Caminamos con calma hacia su pueblo mientras ella me preguntaba sobre las cosas que no había podido comprender. Los coches, los cables eléctricos, la iluminación, los teléfonos móviles, era casi imposible que entendiera todo aquello a la vez. Así que le expliqué a grandes rasgos como habían ido evolucionando todas esas cosas a lo largo del tiempo pero tampoco entendió mucho porque todas los huecos los llenaba con brujería, magia negra e influencias demoniacas.

-Tienes que tener la mente muy abierta. Piensa que muchas de las cosas que consideras normales en tu época antes no existían, el molino o la rueda, por ejemplo.

-La rueda ha existido desde siempre -replicó.

-No. Alguien la inventó y sobre eso a otros se les fueron ocurriendo otras cosas. Uno inventó un eje, otro como sujetar encima una repisa en la que colocar cosas que necesitaba transportar. Y a otro se le ocurrió atar ese carro a un caballo. Y así es como ha sucedido todo esto… Pero si todavía no eres capaz de asimilar que has viajado en el tiempo ¿cómo puedo pretender que comprendas semejantes cosas? -dije para mí- No te preocupes. Ya lo entenderás. 

Llegamos a la casa y de inmediato salió el padre a la puerta con cara de preocupación.

-¡Purificación ¿Dónde te habías metido? Pensé que te habías ahogado en el río o algo así. El caballo estaba vagando por aquí, mordisqueando los sacos de harina. Y ¿quién es ese tipo de pinta estrafalaria? ¿Otro artista? ¿No serás uno de esos juglares malavida? Porque te parto el espinazo si te acercas a mi hija.
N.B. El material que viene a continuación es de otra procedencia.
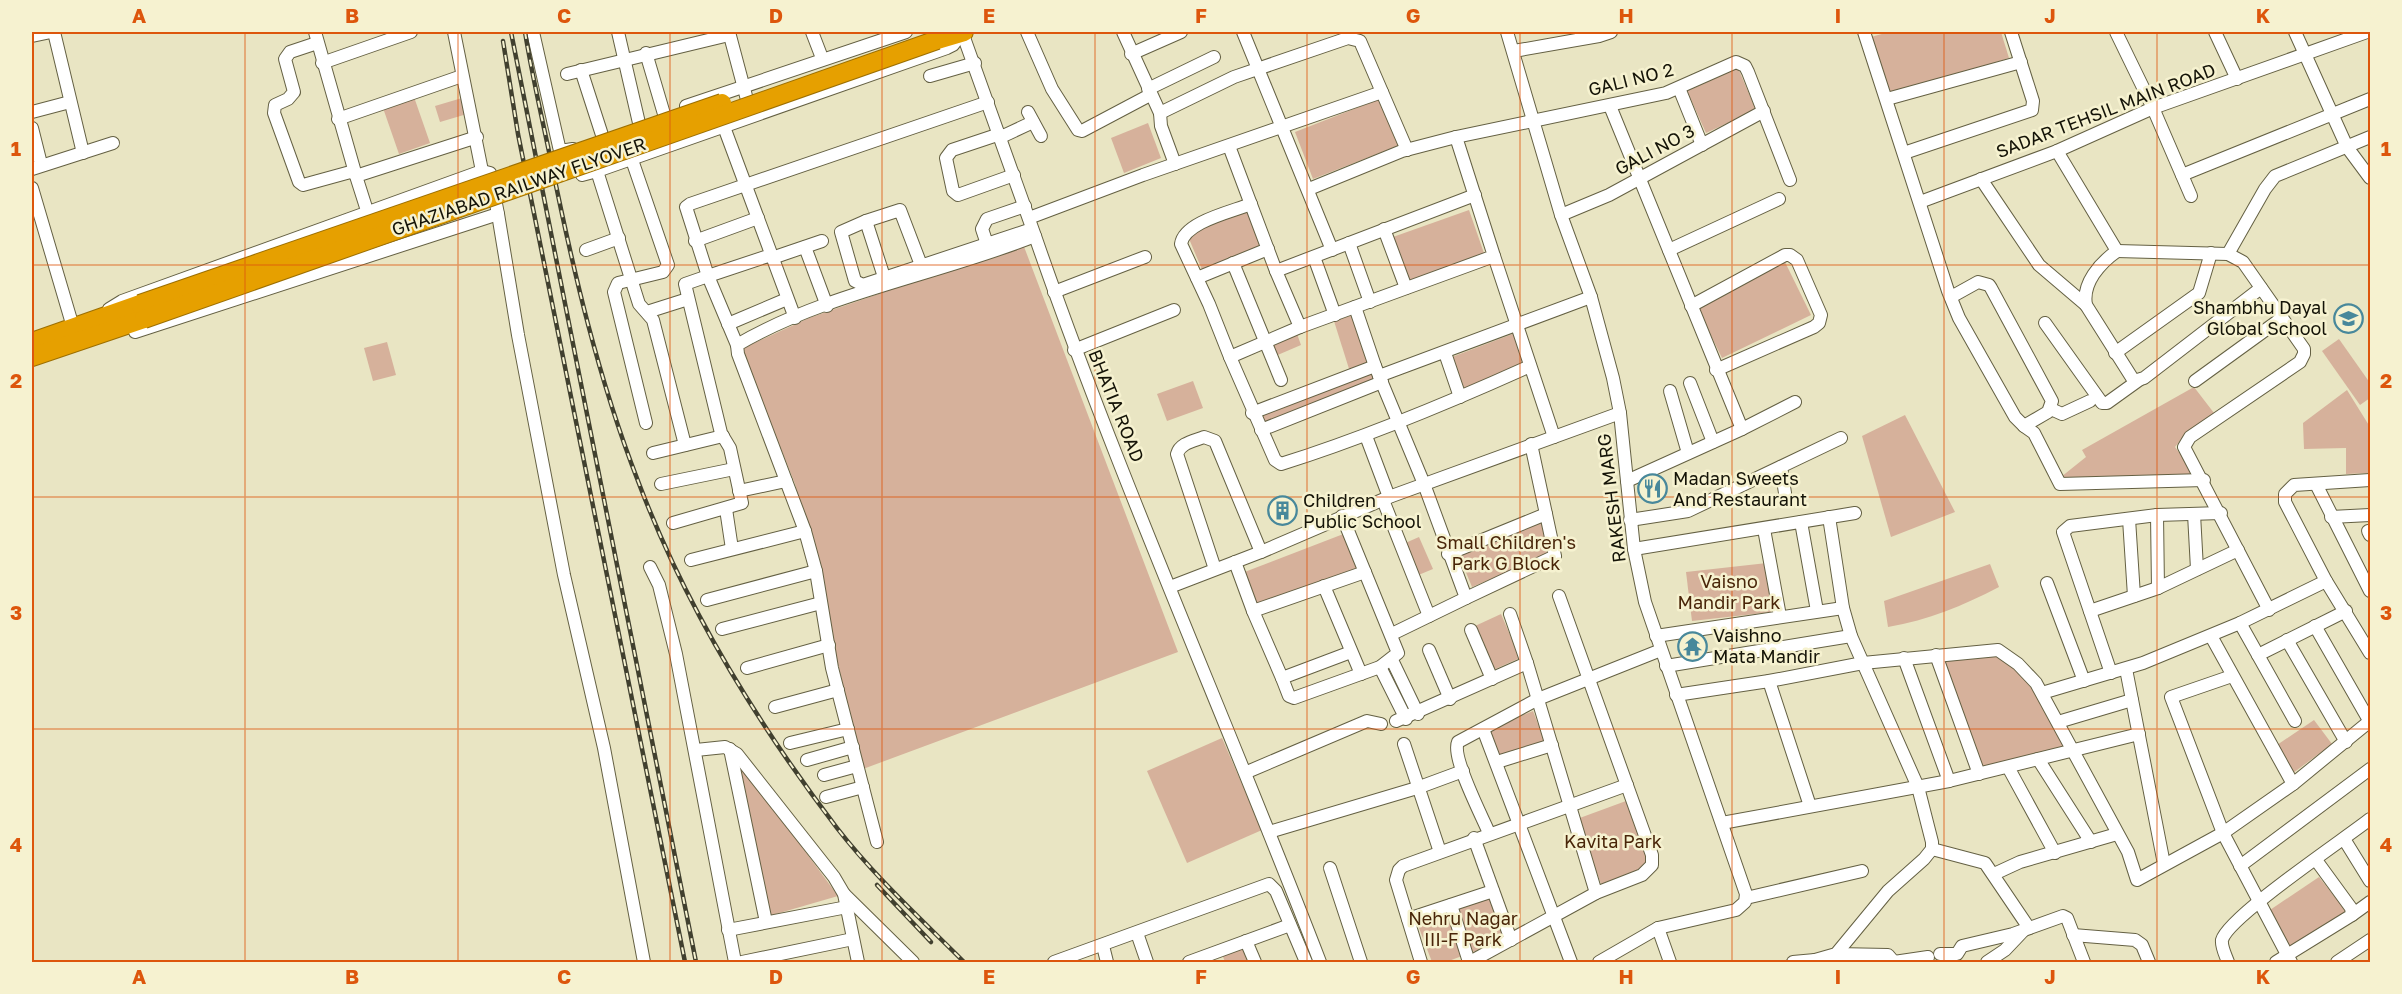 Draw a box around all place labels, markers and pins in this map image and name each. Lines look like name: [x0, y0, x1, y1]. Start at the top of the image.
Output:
place label: Shambhu Dayal Global School: [2193, 296, 2327, 339]
school or university icon: Shambhu Dayal Global School: [2332, 302, 2364, 334]
place label: Madan Sweets And Restaurant: [1673, 467, 1807, 510]
restaurant icon: Madan Sweets And Restaurant: [1636, 473, 1668, 505]
place label: Children Public School: [1303, 489, 1422, 532]
building icon: Children Public School: [1266, 495, 1298, 527]
place label: Vaishno Mata Mandir: [1713, 624, 1820, 667]
temple icon: Vaishno Mata Mandir: [1676, 630, 1708, 662] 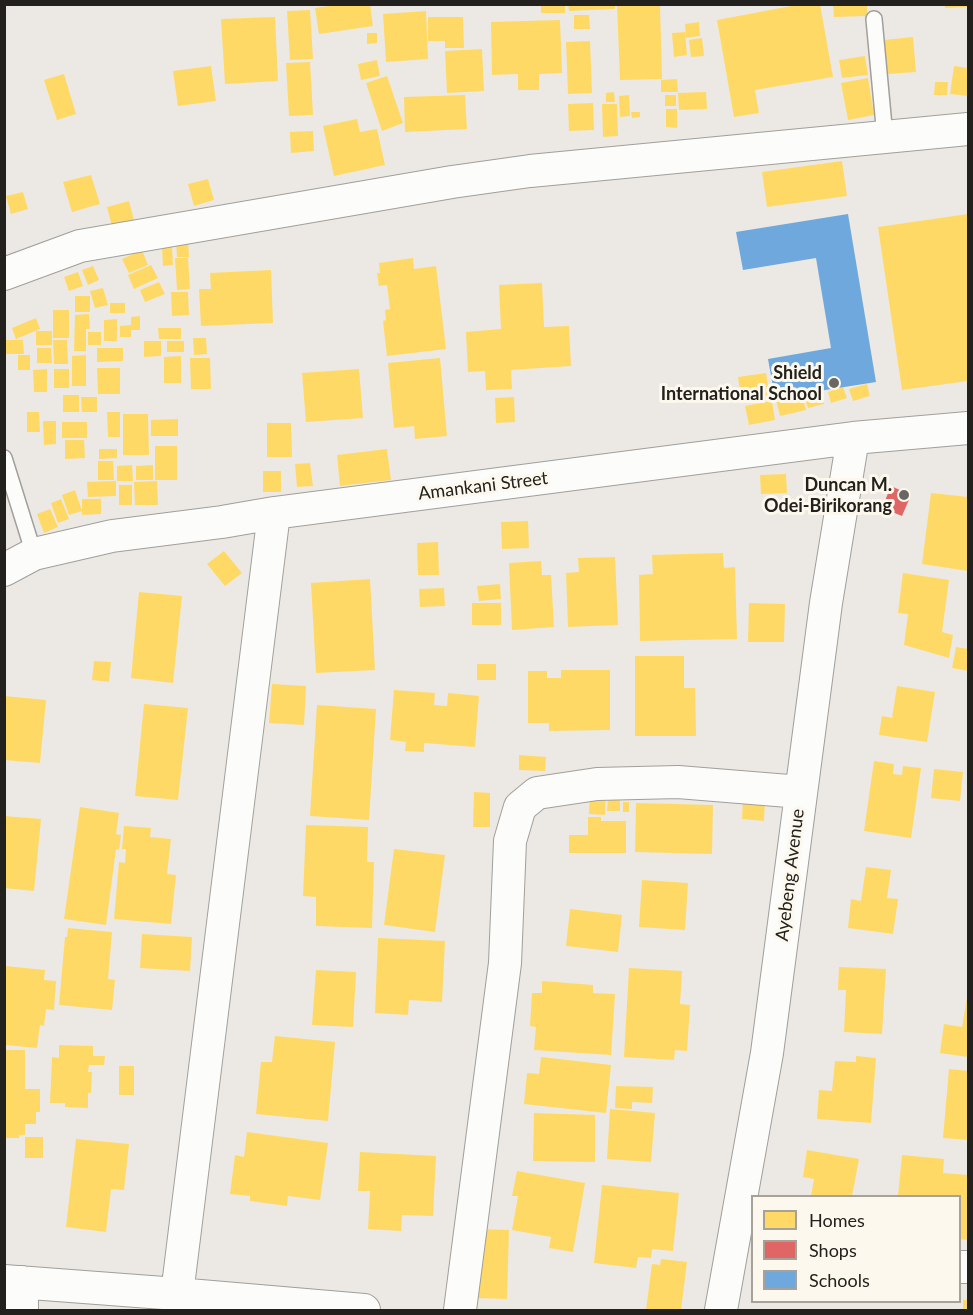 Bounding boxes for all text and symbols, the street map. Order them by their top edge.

-Tranquilo papá. Que cantar, lo que se dice cantar, no sabe, aunque hace buenas coplas. Ah y es de Bilbao.

-!No me jodas¡ Ven aquí, Patxi, que vamos a mover unos sacos para abrir el apetito.

Lo decía en serio. Sesenta sacos de treinta kilos que se resistían a ser transportados desde el camino hasta el obrador en la parte trasera. Cuando acabé no podía enderezar la espalda.
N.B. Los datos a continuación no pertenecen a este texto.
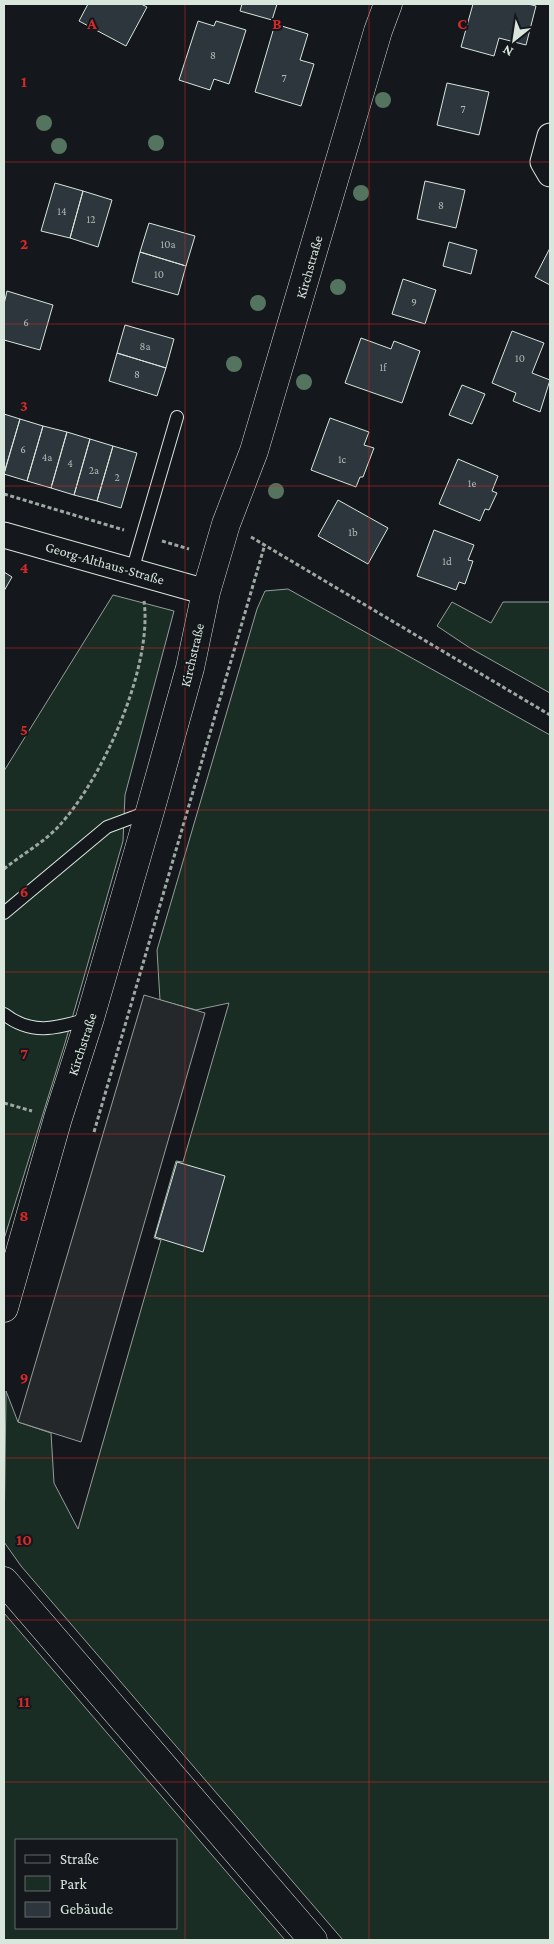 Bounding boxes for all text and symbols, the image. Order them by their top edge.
text: A [86,15,97,32]
text: B [272,15,282,32]
text: C [457,15,467,32]
north arrow [489,15,539,65]
text: N [499,42,516,61]
house number: 8 [210,49,216,61]
house number: 7 [281,72,287,84]
text: 1 [21,73,27,90]
house number: 7 [460,103,466,115]
house number: 8 [438,199,444,211]
house number: 14 [57,205,67,217]
house number: 12 [87,213,95,225]
street label: Kirchstraße [292,234,326,300]
text: 2 [20,235,28,252]
house number: 10a [161,238,175,250]
house number: 10 [154,268,164,280]
house number: 9 [411,296,417,308]
house number: 6 [23,316,29,328]
house number: 8a [139,340,151,352]
house number: 10 [515,352,525,364]
house number: 1f [380,361,387,373]
house number: 8 [134,368,140,380]
text: 3 [20,397,28,414]
house number: 6 [20,443,26,455]
house number: 4a [42,451,52,463]
house number: 1c [338,453,347,465]
house number: 4 [67,457,73,469]
house number: 2a [89,464,99,476]
house number: 2 [114,471,120,483]
house number: 1e [468,477,476,489]
house number: 1b [348,526,358,538]
street label: Georg-Althaus-Straße [44,538,166,588]
house number: 1d [442,555,452,567]
text: 4 [20,559,29,576]
street label: Kirchstraße [177,622,207,688]
text: 5 [20,721,28,738]
text: 6 [20,883,28,900]
street label: Kirchstraße [64,1011,100,1077]
text: 7 [20,1045,28,1062]
text: 8 [19,1207,29,1224]
text: 9 [20,1369,28,1386]
text: 10 [16,1531,32,1548]
text: 11 [18,1693,30,1710]
legend [15,1839,178,1929]
text: Straße [60,1851,99,1867]
text: Park [60,1876,87,1892]
text: Gebäude [60,1901,114,1917]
-Oye, Patxi, no me jodas, que te veo un poco doblao, a ver si no vas a ser del mismo Bilbo. ¿De las afueras o así? Oye, a ver si vas a ser de Barakaldo.

-Joder con tu padre. Quién se iba a imaginar que hacía bromas de bilbaínos un panadero del siglo XII. Pero, coño, ¡que yo soy de Toledo! ¡Que me llamo Alfonso!

-Anda, déjale. Qué más te da. Con la ilusión que le ha hecho tener un yerno de Bilbao.

Aquellas palabras de reconocimiento hacia mi labor romántica me llegaron muy hondo y supe sobreponerme a las dificultades y ayudé a mi futuro suegro a hacer pasteles, pan, bollos y le enseñé la receta de las tortitas con nata.

Tomé las dosis de whisky a su debido tiempo y pasé el día con ellos. Dormí como un lirón abrazado a Puri y al día siguiente me despedí para volver a la cueva, a mi casa, a recoger más whisky. Me llevé un frasco más grande con suficiente licor para un mes, pero antes preparé todo para mi ausencia. Cerré la casa y llamé a mis padres para decirles que pasaría unas semanas fuera, en casa de unos amigos.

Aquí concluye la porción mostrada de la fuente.